It’s no secret that Apple spends a lot of time designing the look of their iDevices. Whether it is the iPhone 4S (which is really just the iPhone 4 with better guts inside) or the iPad 2, it’s obvious Jonathan Ive and his team are perfectionists at heart. Apple’s attention to detail, unfortunately, doesn’t seem to extend to its recent app designs. These, in my opinion, just plain suck.
I’d love to see Scott Forstall’s house, although I already have an idea what excites Apple’s Senior Vice President of iOS Software. As such, I envision room after room of leather and wood paneling. While this combination may look great in a “man cave,” on an iDevice, not so much.
Apple’s obsession with wood began fittingly enough with its iBooks app for the iPhone and iPad. Here, books (and PDFs) are carefully arranged on virtual bookshelves. While Apple loses style points here given that real books aren’t actually arranged with the front covers facing forward, it works.
This wood motif was recently extended to Apple’s Newsstand service. Again, it works. Still, I’m not sure why Newsstand’s space extends out like you’re opening a folder, while iBooks is self-contained into its own app. But, for the sake of this discussion, I’ll accept this.
Next, consider Apple’s Calendar, Contacts, and Notes apps. Here, Apple switched to a fake leather design, which is unworkable and bland. Worst still, while the designs for these apps appear the same, the colors don’t actually match. If Apple is going to force us into the “man cave” here, at least they could be consistent. Right now, they are not.
Finally, consider the new Find My Friends app.
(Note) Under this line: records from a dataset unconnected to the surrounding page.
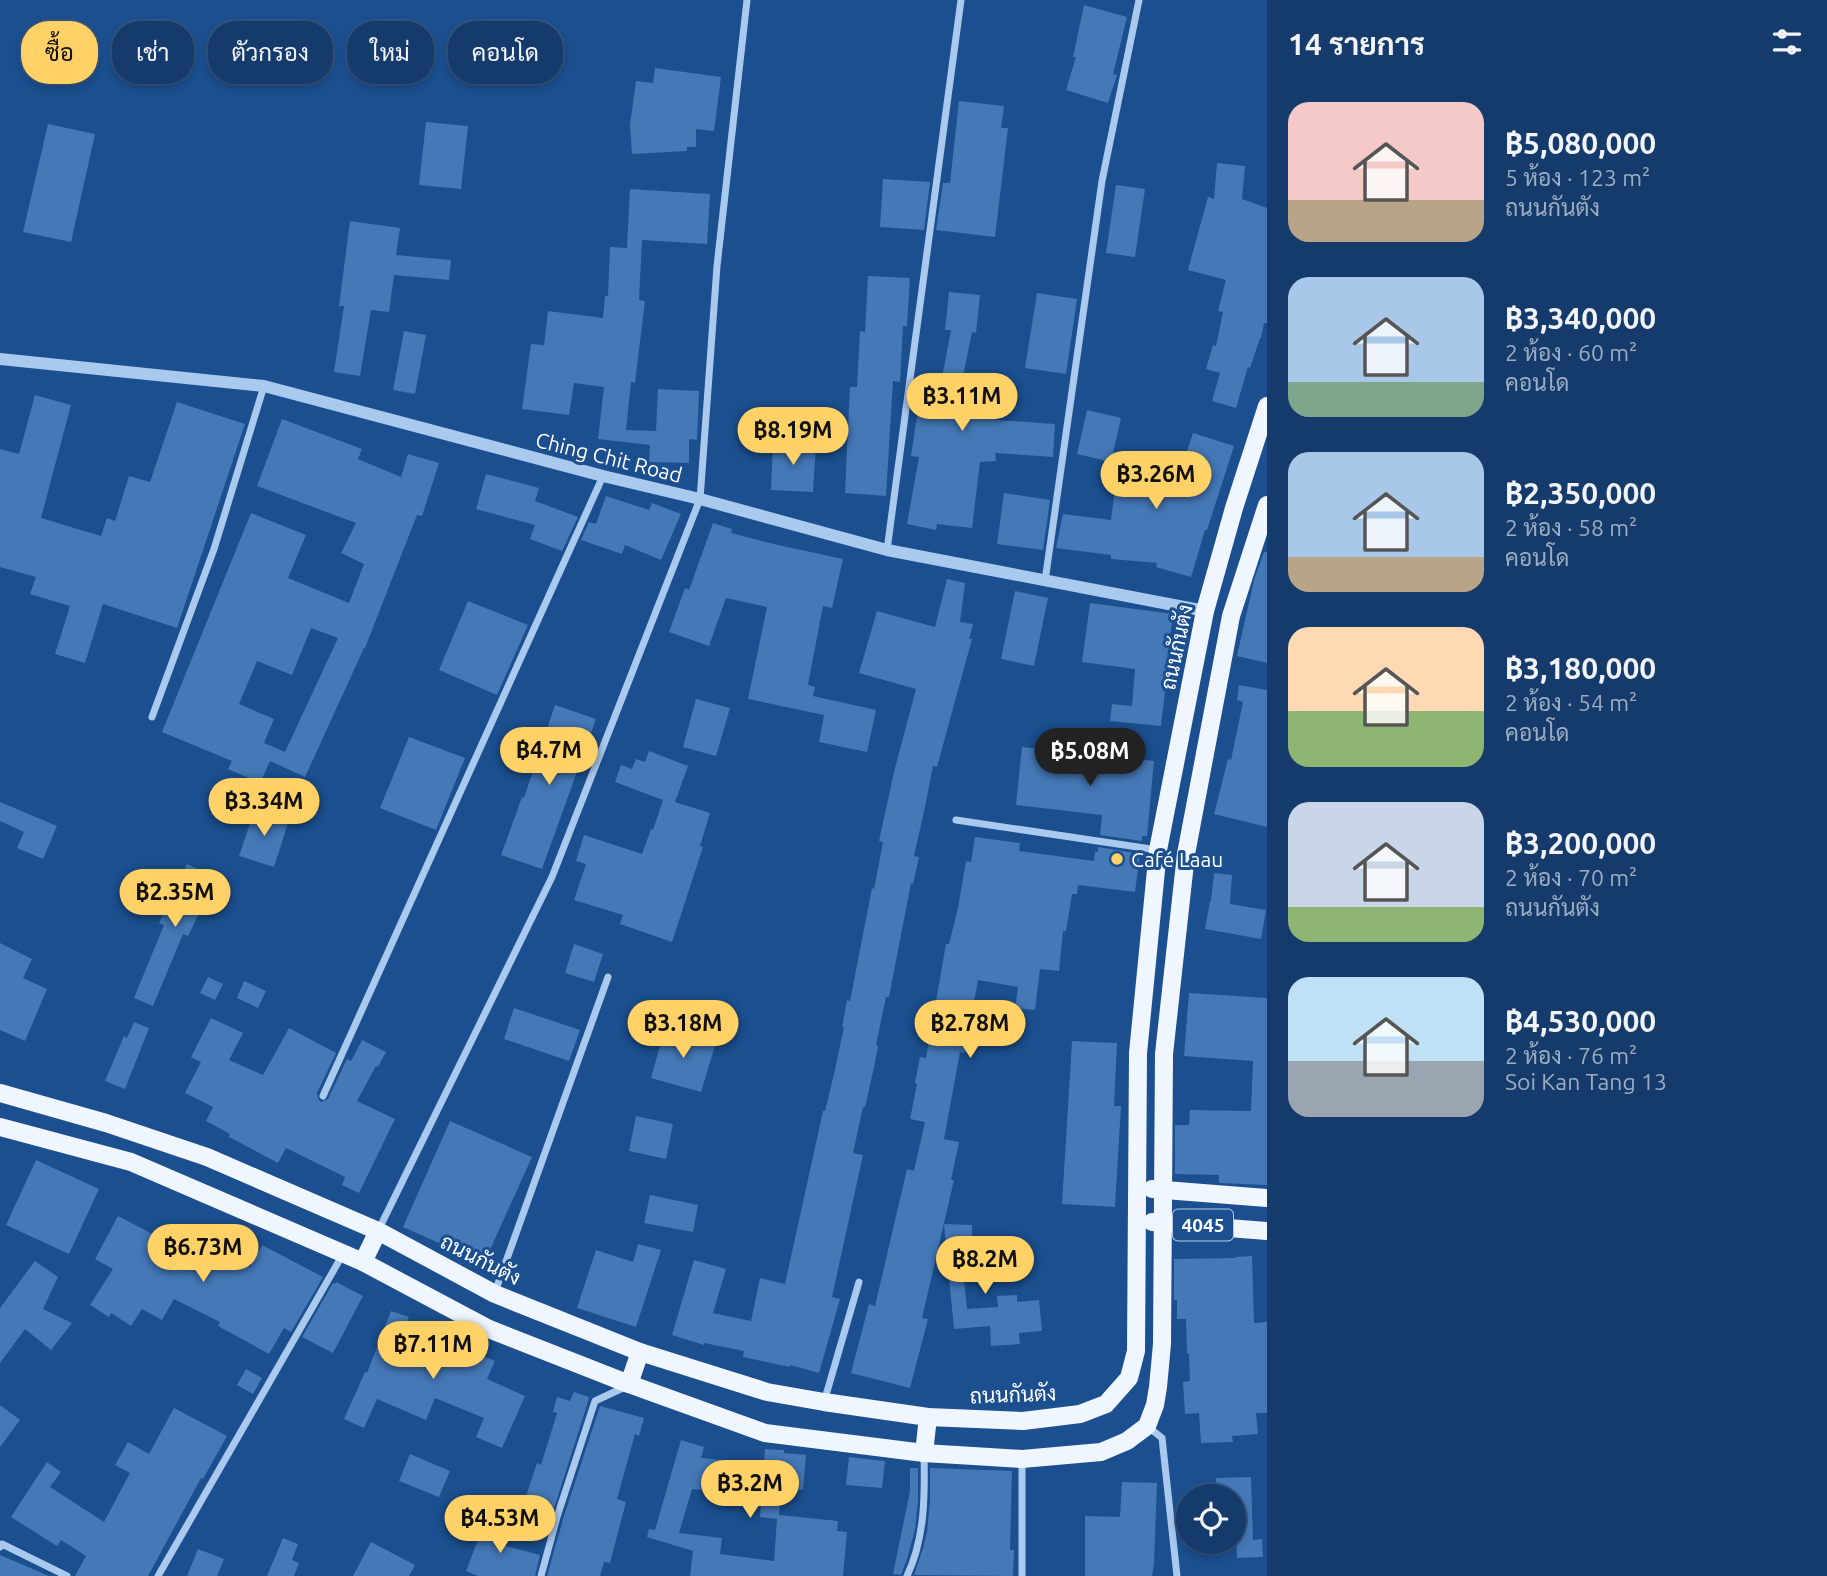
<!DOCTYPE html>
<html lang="th">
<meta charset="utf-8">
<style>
:root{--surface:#143b6b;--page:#1d4271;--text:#f1f3f6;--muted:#9dadc1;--line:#33557e;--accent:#ffd166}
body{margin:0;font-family:Ubuntu,Sarabun,sans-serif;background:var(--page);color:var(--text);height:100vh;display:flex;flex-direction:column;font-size:26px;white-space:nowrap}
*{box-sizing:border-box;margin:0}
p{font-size:23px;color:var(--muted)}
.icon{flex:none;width:38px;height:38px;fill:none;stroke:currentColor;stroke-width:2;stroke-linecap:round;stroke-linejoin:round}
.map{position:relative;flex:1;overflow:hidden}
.sheet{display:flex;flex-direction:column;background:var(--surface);width:560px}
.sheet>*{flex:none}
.hud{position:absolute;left:21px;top:21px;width:665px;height:63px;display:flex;gap:14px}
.fabs{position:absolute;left:1176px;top:1484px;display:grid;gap:14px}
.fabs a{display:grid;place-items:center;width:70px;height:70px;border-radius:50%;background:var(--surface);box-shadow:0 4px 10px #0003,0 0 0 2px var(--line);font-size:35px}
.price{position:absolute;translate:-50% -60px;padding:0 16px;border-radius:24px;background:var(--accent);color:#111;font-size:23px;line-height:46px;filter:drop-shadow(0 2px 4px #0008)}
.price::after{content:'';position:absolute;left:50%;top:42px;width:21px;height:16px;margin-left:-10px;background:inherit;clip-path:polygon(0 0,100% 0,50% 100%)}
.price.active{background:#222;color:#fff}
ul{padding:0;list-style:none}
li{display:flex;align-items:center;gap:21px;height:175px;padding:0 21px}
li span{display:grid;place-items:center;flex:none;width:196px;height:140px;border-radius:21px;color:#555}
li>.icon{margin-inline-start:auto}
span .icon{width:84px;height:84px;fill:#fffc;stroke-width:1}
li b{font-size:30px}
h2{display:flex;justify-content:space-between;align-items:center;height:84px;padding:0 21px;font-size:30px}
.pill{padding:0 24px;border-radius:28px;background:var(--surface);box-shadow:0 4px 10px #0003,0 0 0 2px var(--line);font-size:24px;line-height:63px}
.pill.active{background:var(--accent);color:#111}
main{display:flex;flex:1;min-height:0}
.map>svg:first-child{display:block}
.building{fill:#4478b7;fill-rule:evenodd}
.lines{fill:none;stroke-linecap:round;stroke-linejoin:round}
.minor{stroke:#a9c9ee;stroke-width:7}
.tertiary{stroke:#a9c9ee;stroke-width:12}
.primary{stroke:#f0f6ff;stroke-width:18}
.poi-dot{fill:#ffd166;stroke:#1b4f8f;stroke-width:2.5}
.labels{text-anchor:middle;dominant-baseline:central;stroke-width:6;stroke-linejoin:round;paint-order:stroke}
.shield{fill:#1b4f8f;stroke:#bbcadd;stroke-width:2}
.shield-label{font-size:19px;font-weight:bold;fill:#fff}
.street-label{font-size:21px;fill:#fff;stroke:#1b4f8f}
.poi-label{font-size:21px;fill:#fff;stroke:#1b4f8f;text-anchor:start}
</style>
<main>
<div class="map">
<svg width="1267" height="1576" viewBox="0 0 1267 1576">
<rect width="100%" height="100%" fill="#1b4f8f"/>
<g class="building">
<path d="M1084 5 1127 17 1113 74 1117 75 1108 103 1066 90 1076 57H1073Z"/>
<path d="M655 68 721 77 714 131 696 129V147H687V151L632 154 630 125 636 81 653 83Z"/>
<path d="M959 101 1004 106 1001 128H1008L995 237 936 230 943 183H950Z"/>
<path d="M426 122 468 126 461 189 419 185Z"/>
<path d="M48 124 95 134 71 242 23 232Z"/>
<path d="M1217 163 1245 166 1242 199 1267 208V323H1264L1261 338H1260L1250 368 1248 367 1236 408 1212 401 1220 373 1206 369 1213 345 1216 346 1223 312 1218 311 1226 280 1188 270 1208 197 1214 199Z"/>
<path d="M883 179 930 182 924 230 880 227Z"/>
<path d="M1116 185 1145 189 1135 257 1106 253Z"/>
<path d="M630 189 710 194 707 244 642 240 639 300 645 301 635 383 631 382 626 430 656 431 658 389 699 391 697 440 689 439V463L649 462 650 445 598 439 604 387 574 383 569 415 522 409 531 344 544 345 548 311 603 318 605 296H608L610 247 627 248Z"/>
<path d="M350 221 400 228 396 255 451 260 449 280 394 275 389 312 371 310 360 376 334 372 344 306H339Z"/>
<path d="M868 276 910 278 907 326H903L900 382 893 381 886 496 845 493 850 387H857L860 331 865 332Z"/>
<path d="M949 292 980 295 976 333 972 332 958 401 996 405V420L1055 424 1053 457 995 453 996 461 980 462 972 528 937 524 936 530 907 524 919 457 911 456 922 382 941 383 951 330H945Z"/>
<path d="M1037 293 1077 299 1066 374 1025 368Z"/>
<path d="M404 331 426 335 415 394 393 390Z"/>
<path d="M35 395 71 405 41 518 101 536 107 518 115 521 129 476 150 482 177 402 245 424 177 628 103 604 85 663 55 654 70 606 30 594 36 577 0 567V449L19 454Z"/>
<path d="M1087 410 1121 418 1111 462 1077 454Z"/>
<path d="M282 419 362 449 358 459 401 477 408 454 439 463 422 516 417 515 365 648H364L305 777 270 761 260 783 228 769 232 761 162 732 251 513 306 535 288 578 349 603 364 564 341 553 356 523 257 486ZM311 628 338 638 285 752 264 743 274 719 239 704 257 661 292 675Z"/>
<path d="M1193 433 1234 446 1207 530H1205L1191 577 1156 567 1157 563 1111 559V555L1056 548 1063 514 1111 520 1118 464 1180 472Z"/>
<path d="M773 442 816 445 813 492 771 490Z"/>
<path d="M486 474 539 488 535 501 578 517 562 551 530 539 535 525 476 509Z"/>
<path d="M1004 493 1050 500 1043 550 997 544Z"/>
<path d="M606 496 649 510 652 503 681 514 661 560 625 545 622 554 581 540 589 522 596 524Z"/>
<path d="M713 523 732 529 731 533 778 545 843 559 832 608 823 606 808 685 815 687 813 696 876 710 867 752 819 742 824 715 748 699 767 607 726 598 709 646 669 632 685 588 689 590Z"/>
<path d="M1264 552H1267V663L1237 656 1254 580Z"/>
<path d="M947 579 965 583 960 622 973 624 969 639H972L937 767 933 766 925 807 914 856 919 857 913 884 911 883 889 997H886L876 1045 878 1046 873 1072 865 1107H863L853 1153 863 1155 832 1297 840 1299 819 1373 790 1365V1367L743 1357 744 1351 704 1343V1345L672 1335 694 1260 726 1269 713 1313 751 1321 760 1278 785 1284 823 1111H825L834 1074 844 1027H842L847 1000 850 1001 872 888 874 889 883 842 879 841 894 772 916 689 859 673 877 611 935 627Z"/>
<path d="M1015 591 1048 598 1034 666 1001 659Z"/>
<path d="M468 601 528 625 497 695 439 670Z"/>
<path d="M1090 603 1173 614 1163 691H1165L1161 726 1110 721 1112 704 1132 706 1135 669 1082 662Z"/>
<path d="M1239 685 1267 690V827L1214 814 1228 759 1231 760 1243 702 1237 700Z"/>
<path d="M696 699 730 708 716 756 683 747Z"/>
<path d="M555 705 596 719 542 869 501 855 522 797 524 798Z"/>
<path d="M409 737 465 758 436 830 380 808Z"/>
<path d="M1022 747 1154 761 1147 836H1142V841L1100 835 1102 815 1016 805Z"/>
<path d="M649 751 688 766 675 802 710 813 700 846 703 847 672 942 620 924 623 915 574 900 586 864 576 861 584 835 642 854 651 829 653 830 663 800 615 782 621 765 632 769 636 759 645 762Z"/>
<path d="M0 802 57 826 43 859 17 848 24 832 0 821Z"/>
<path d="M255 809 289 820 274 867 239 856Z"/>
<path d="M975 837 1020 843 1019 851 1094 861 1095 852H1098V847L1140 854 1135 892 1078 885 1077 894H1072L1066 931H1063L1059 971 1040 969 1035 1010 1015 1008 1018 987 978 980 965 1053 960 1052 944 1139 959 1142 951 1180H954L922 1318 928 1319 910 1388 851 1373 869 1304 875 1306 907 1169 914 1171 925 1122 910 1119 917 1084 915 1083 920 1057 926 1058 946 944H949L958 908 966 861 971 862Z"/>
<path d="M187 864 216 878 188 936 183 934 153 1006 134 998 164 925 159 923Z"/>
<path d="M1214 873 1232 875 1230 904 1266 910 1261 939 1205 929 1210 901H1211Z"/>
<path d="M0 943 32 959 23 978 47 989 25 1041 0 1030Z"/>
<path d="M574 944 603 954 594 982 565 973Z"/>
<path d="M208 977 223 984 215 1000 200 993Z"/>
<path d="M244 981 266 991 258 1008 237 998Z"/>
<path d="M1189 993 1267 998V1185L1219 1183V1175L1175 1174V1125H1189L1190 1110 1251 1111 1253 1061 1184 1056Z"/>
<path d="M514 1008 580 1030 569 1061 504 1039Z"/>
<path d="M211 1018 243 1033 229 1060 263 1075 289 1028 336 1053 317 1093 318 1099 321 1102 328 1099 347 1059 351 1061 362 1040 386 1052 378 1067 376 1066 357 1101 395 1119 359 1193 342 1185 345 1177 286 1148 278 1163 229 1137 230 1134 206 1121 213 1107 185 1093 201 1062 191 1057Z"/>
<path d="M134 1022 149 1028 125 1089 105 1081 124 1036 127 1038Z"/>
<path d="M665 1028 716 1042 701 1092 651 1078Z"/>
<path d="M1072 1041 1117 1043 1114 1106H1121L1115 1207 1062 1204Z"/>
<path d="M636 1116 673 1124 666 1159 629 1151Z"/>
<path d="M450 1121 532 1157 484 1263 403 1227Z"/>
<path d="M36 1160 99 1189 69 1254 6 1225Z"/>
<path d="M650 1195 698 1205 693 1232 644 1223Z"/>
<path d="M118 1216 170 1243 177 1231 250 1267 262 1245 323 1277 291 1332 284 1328 269 1354 218 1326 220 1322 174 1299 162 1320 142 1309 131 1326 111 1313 109 1317 90 1305 113 1269 95 1259Z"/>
<path d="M944 1224 972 1225 971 1280H964L967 1309 998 1307 997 1296 1017 1295V1302L1039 1300 1042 1331 1019 1333 1020 1344 991 1346 990 1326 954 1329Z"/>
<path d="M638 1244 661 1250 636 1327 577 1308 596 1250 633 1262Z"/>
<path d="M1252 1256 1254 1323 1267 1322V1413H1256L1258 1434 1232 1436 1233 1442 1201 1443 1199 1413 1185 1414 1183 1382 1190 1381 1189 1354H1187L1186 1319H1177V1300H1174V1259L1235 1258V1257Z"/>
<path d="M35 1261 58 1277 43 1309 72 1323 51 1350 25 1329 0 1363V1308Z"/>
<path d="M336 1282 363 1296 333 1353 302 1337 333 1283 335 1284Z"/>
<path d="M391 1311 409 1317 406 1324 495 1361 487 1379 525 1396 502 1448 476 1437 484 1418 435 1398 426 1420 377 1399 364 1428 344 1419 365 1372 367 1373Z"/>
<path d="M246 1369 262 1378 253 1394 237 1385Z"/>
<path d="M574 1392 589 1397 588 1402 549 1524 520 1514 537 1463 541 1465 557 1413 553 1412 557 1397 570 1401Z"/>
<path d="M0 1405 20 1420 0 1447Z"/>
<path d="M600 1406 644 1418 639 1436 635 1434 617 1499 626 1502 610 1563 604 1562 600 1576H547L563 1519Z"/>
<path d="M174 1408 227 1436 203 1479 201 1478 148 1576H75L86 1556 61 1540 57 1546 11 1517 47 1462 61 1472 50 1487 104 1522 130 1473 115 1465 128 1442 149 1454Z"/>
<path d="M681 1440 704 1447 701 1458 733 1461 729 1493 692 1489 679 1533 722 1538 720 1554 774 1561 777 1519 760 1517 765 1449 784 1450V1453L806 1455 803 1490 781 1488 779 1515 838 1521 837 1531 847 1532 843 1576H690L693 1551 647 1537 649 1529 655 1530Z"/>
<path d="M410 1454 450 1471 439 1497 399 1481Z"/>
<path d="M849 1457 885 1461 882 1488 846 1485Z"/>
<path d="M910 1468H918V1500L915 1530 907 1559 901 1575 893 1574 910 1491Z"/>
<path d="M930 1468 1012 1471 1010 1550H1014L1013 1576 914 1575 923 1548 927 1532 930 1501Z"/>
<path d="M1251 1477 1253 1540 1262 1539 1263 1557 1237 1558 1234 1496H1216V1478Z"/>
<path d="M1122 1482 1157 1483 1154 1563 1152 1576H1085V1516L1120 1517Z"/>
<path d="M485 1521 512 1530 506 1546 540 1555 535 1576H478L466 1571Z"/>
<path d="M283 1538 298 1544 292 1560 299 1563 294 1576H267Z"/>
<path d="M371 1542 415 1565 409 1576H353Z"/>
<path d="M198 1549 224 1559 217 1576H187Z"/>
<path d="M0 1555 49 1576H0Z"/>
</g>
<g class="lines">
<g class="minor">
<path d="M887 550 961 0"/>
<path d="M1045 581 1102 181 1139 0"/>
<path d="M152 717 214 549 264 386"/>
<path d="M956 820 1158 850"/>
<path d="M323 1096 603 476"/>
<path d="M378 1231 552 877 700 499 717 266 747 0"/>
<path d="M495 1292 608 977"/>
<path d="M824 1402 859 1282"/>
<path d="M1147 1426 1162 1438 1177 1576"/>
<path d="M1022 1461V1576"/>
<path d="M0 1547 2 1544 67 1576"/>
<path d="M158 1576 343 1254"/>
<path d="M541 1576 557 1517 595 1401 625 1387"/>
<path d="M907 1576C925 1538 925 1495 924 1454"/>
</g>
<path class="tertiary" d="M0 359 264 386 603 476 700 499 887 550 1205 611"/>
<g class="primary">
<path d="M0 1093 106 1123 207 1157 378 1231 495 1294 640 1352 767 1392 824 1402 928 1417 1023 1421 1080 1414 1106 1404 1129 1378 1136 1351 1138 1053 1158 850 1205 611 1234 508 1267 406"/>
<path d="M0 1127 131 1162 363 1262 489 1329 629 1384 765 1433 924 1453 1022 1459 1101 1452 1127 1441 1147 1426 1155 1405 1158 1387 1162 1344 1164 1054 1186 854 1231 616 1267 505"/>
<path d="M1152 1189 1267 1198"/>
<path d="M1152 1222 1267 1231"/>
<path d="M363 1262 378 1231"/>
<path d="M629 1384 640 1352"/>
<path d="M924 1453 928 1417"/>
</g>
</g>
<circle class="poi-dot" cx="1117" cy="859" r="7"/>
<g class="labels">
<rect class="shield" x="1173" y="1209.5" width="60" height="31" rx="5"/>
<g class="shield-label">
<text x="1203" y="1225">4045</text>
</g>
<g class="street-label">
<text transform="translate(609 457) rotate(14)">Ching Chit Road</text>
<text transform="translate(1176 647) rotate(-78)">ถนนกันตัง</text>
<text transform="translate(481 1259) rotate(27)">ถนนกันตัง</text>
<text transform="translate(1013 1394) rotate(-2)">ถนนกันตัง</text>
</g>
<g class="poi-label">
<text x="1131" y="859">Café Laau</text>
</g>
</g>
</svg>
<div class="fabs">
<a><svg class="icon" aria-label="locate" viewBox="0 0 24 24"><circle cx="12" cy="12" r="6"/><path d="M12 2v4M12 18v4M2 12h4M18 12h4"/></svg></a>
</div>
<b class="price" style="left:962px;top:433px">฿3.11M</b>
<b class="price" style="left:793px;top:467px">฿8.19M</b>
<b class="price" style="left:1156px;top:511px">฿3.26M</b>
<b class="price" style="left:549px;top:787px">฿4.7M</b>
<b class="price active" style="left:1090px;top:788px">฿5.08M</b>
<b class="price" style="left:264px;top:838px">฿3.34M</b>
<b class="price" style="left:175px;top:929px">฿2.35M</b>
<b class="price" style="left:683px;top:1060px">฿3.18M</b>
<b class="price" style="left:970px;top:1060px">฿2.78M</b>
<b class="price" style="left:203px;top:1284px">฿6.73M</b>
<b class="price" style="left:985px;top:1296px">฿8.2M</b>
<b class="price" style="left:433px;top:1381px">฿7.11M</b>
<b class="price" style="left:750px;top:1520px">฿3.2M</b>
<b class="price" style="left:500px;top:1555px">฿4.53M</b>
<div class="hud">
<a class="pill active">ซื้อ</a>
<a class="pill">เช่า</a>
<a class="pill">ตัวกรอง</a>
<a class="pill">ใหม่</a>
<a class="pill">คอนโด</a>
</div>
</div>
<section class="sheet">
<h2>14 รายการ<svg class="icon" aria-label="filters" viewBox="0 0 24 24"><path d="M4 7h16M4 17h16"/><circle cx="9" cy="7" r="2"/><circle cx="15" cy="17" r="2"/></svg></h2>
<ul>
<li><span style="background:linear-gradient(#f6c9c9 70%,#b9a48a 0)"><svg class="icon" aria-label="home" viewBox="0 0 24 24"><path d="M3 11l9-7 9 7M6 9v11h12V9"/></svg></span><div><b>฿5,080,000</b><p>5 ห้อง · 123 m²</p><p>ถนนกันตัง</p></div></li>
<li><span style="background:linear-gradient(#a9c7e8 75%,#7fa58c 0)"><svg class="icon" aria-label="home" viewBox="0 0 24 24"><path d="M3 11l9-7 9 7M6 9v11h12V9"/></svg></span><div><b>฿3,340,000</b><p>2 ห้อง · 60 m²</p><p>คอนโด</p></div></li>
<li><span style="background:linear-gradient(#a9c7e8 75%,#b9a48a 0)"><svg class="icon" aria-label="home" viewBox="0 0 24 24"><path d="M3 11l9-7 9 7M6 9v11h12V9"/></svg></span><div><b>฿2,350,000</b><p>2 ห้อง · 58 m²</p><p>คอนโด</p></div></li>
<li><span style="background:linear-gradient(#ffd9b3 60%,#8fb573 0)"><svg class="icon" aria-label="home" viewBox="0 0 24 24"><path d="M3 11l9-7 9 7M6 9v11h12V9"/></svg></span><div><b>฿3,180,000</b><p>2 ห้อง · 54 m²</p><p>คอนโด</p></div></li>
<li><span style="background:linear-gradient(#c9d6e8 75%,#8fb573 0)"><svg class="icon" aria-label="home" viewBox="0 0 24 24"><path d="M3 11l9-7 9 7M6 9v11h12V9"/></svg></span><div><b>฿3,200,000</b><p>2 ห้อง · 70 m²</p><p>ถนนกันตัง</p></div></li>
<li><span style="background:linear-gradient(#bfe0f5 60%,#9aa5b1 0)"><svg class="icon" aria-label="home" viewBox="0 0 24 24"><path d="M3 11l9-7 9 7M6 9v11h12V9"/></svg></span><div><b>฿4,530,000</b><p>2 ห้อง · 76 m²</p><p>Soi Kan Tang 13</p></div></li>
</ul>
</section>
</main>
Here, Apple’s preference for fake leather goes beyond subtle, but instead becomes all-encompassing. From the virtual cloth stitching to the slightly raised leather pattern, Find My Friends signifies all that is wrong with Apple’s current design scheme. In other words, it’s too manly, too annoying and yes, too phony looking.
My advice for Apple is two-fold.
First, it should do away with the leather design altogether. For the reasons mentioned above, this motif just doesn’t work. Instead, let customers decide which background they like best and allow that design to carryover to each app. To do this, Apple only has to allow us to choose a design from our Camera Roll and/or Wallpaper list.
Finally, Apple can keep the wood panel design for Newsstand and iBooks, but again, offer customers a choice. Kobo, for example, does this by letting its iPad customers choose from nine bookshelf designs. The end result is quite nice.